Trendsetters: Yorkville Hops & Produce
Yorkville Hops & Produce aims to make Georgia a world player in growing local hops.
The exponential growth of craft breweries in Georgia and throughout the world – and the increasing preference for more robust-tasting beers like India Pale Ales – has created a greater demand for hops, the flowering plants used to flavor beers. However, many experts agree that the picky vegetation will only thrive between the 35th and 55th latitudinal parallels, which explains why the Pacific Northwest is the source of 98 percent of the commercially grown hops in the U.S.
Those with a passion for the aromatic plants, like Yorkville Hops and Produce owner Mike Barber, refuse to let conventional wisdom stand in their way.
In 2017, after researching crops to grow on his newly acquired 30 acres in Yorkville, in Paulding County, he launched his commercial hoppery with 42 plants and 24-foot poles to support the climbing botanicals.

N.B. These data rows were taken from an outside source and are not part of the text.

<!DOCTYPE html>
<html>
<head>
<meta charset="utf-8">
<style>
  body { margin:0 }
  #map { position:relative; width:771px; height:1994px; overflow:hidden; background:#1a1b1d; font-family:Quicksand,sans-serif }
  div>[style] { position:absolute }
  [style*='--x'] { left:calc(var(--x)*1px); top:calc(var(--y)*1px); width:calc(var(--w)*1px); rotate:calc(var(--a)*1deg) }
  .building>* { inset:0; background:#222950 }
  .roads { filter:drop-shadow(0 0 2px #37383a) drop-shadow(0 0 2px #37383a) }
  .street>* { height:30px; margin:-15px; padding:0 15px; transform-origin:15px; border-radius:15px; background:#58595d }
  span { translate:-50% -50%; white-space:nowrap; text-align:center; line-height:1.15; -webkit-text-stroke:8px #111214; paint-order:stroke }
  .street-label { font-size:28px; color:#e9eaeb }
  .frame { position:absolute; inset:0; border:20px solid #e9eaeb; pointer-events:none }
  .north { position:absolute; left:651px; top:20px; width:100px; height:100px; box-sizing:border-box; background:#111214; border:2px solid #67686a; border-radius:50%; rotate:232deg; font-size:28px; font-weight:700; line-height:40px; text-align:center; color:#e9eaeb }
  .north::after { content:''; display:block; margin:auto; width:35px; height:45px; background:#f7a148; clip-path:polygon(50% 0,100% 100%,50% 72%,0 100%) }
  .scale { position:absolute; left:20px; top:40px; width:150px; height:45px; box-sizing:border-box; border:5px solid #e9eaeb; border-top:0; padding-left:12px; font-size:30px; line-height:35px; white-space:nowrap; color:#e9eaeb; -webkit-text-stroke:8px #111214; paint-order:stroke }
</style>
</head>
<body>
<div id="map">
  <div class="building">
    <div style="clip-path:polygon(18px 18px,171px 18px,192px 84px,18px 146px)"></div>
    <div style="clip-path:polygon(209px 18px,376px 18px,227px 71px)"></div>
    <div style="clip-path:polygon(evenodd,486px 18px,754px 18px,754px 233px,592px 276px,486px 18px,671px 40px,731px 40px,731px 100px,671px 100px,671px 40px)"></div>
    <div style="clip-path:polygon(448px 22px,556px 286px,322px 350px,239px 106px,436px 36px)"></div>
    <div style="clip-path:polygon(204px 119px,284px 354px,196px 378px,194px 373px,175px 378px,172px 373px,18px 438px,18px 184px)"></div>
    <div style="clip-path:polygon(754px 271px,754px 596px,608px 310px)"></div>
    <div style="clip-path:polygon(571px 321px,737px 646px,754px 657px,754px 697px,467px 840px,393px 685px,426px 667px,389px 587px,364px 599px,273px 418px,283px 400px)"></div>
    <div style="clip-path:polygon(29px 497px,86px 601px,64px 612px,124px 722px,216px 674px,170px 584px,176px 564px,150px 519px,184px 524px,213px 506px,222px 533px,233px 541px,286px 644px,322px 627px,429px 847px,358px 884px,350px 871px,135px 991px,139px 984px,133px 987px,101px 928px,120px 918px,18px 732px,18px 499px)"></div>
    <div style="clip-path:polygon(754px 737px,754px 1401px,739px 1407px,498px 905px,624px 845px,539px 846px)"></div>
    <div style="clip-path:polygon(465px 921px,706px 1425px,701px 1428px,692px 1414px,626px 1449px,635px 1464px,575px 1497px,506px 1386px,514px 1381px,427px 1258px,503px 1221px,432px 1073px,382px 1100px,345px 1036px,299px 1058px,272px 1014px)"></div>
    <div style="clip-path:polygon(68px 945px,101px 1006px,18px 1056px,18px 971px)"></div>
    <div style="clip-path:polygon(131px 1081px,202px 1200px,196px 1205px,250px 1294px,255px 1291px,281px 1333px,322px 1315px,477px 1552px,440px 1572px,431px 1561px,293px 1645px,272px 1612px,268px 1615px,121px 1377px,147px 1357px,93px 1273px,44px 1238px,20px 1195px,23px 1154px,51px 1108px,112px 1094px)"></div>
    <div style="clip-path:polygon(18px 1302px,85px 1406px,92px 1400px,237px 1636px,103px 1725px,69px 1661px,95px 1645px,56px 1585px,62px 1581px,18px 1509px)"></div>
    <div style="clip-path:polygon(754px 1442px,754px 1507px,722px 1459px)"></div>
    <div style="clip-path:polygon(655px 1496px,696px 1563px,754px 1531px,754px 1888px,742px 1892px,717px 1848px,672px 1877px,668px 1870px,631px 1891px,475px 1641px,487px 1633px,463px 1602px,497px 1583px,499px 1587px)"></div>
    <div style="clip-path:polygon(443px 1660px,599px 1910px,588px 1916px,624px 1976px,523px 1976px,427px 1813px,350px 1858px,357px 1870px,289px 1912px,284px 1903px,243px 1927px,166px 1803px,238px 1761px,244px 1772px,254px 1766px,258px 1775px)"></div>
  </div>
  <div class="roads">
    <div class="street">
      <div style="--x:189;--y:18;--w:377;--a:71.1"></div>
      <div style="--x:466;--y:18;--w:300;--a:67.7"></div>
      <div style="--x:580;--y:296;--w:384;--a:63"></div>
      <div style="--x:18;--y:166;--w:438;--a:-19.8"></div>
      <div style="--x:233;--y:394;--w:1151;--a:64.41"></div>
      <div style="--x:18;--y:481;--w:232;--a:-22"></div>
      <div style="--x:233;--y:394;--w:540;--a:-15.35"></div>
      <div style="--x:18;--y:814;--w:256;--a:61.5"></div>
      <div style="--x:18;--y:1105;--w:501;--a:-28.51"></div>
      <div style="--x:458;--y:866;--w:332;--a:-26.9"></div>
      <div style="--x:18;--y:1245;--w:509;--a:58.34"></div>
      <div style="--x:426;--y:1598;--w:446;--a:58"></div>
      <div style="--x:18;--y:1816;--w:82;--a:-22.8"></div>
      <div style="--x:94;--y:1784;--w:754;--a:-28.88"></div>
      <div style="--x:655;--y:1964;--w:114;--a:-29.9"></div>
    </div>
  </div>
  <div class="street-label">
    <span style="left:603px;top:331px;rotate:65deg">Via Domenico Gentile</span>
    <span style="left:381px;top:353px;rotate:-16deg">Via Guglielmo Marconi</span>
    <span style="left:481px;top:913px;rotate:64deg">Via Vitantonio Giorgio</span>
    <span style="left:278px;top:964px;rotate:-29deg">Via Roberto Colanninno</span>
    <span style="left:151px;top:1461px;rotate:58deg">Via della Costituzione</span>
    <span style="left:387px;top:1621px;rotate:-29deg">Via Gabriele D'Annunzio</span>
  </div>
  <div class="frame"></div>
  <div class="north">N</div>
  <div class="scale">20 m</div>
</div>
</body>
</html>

“I tried it and failed miserably,” he says. “Only one plant came up, but it grew to be 12 feet tall and produced a pound and a half of hops, so that gave me hope.”
He then sought a vendor for his starter hops that was closer to Yorkville’s 33rd parallel location, figuring those varieties would be more adaptable to the Southern heat, humidity and soil. Last year, he planted 144 hops plants, and about 90 percent of them grew – some as tall as 22 feet.
“Everyone I talked to said that amount of growth was incredible for first-year plants,” he says, explaining it takes three years for the hops to be fully developed and that the plants can produce for up to 15 years.
Since hops are considered a food product, they must be government-inspected and certified for acidity. When Barber couldn’t fulfill those requirements last year, he began looking for ways to give the hops away, hoping they would make it into beer. He contacted Johnnie MacCracken’s Celtic Firehouse Pub in Marietta, and owners Kathy and Gary Leake were immediately interested. He says they brewed about 10 types of beer with his hops, and “everything was as good if not better with the fresh hops.”
Collaborating with the Leakes and their brewmasters, Barber is planting 288 more plants this spring, including six different varieties. “It will put us over 432 plants,” he says. He’s also investing in equipment to dry and pelletize the hops, and he’s arranging to have them inspected for commercial sale. In addition, Barber says he will experiment with two harvests, the first in mid-June and the second in October.
The former IT manager had little previous agriculture experience, but his initial success has increased his enthusiasm for growing hops to sell to Georgia craft brewers. And, he’s looking forward to getting the projected $12- to $15-a-pound sale price.
“I’m going to keep putting hops in until I run out of room,” he says. “I’m having fun doing it, and I’m having fun proving a lot of people wrong. I really think we can move Georgia forward to become a world player [in hops and craft beer].”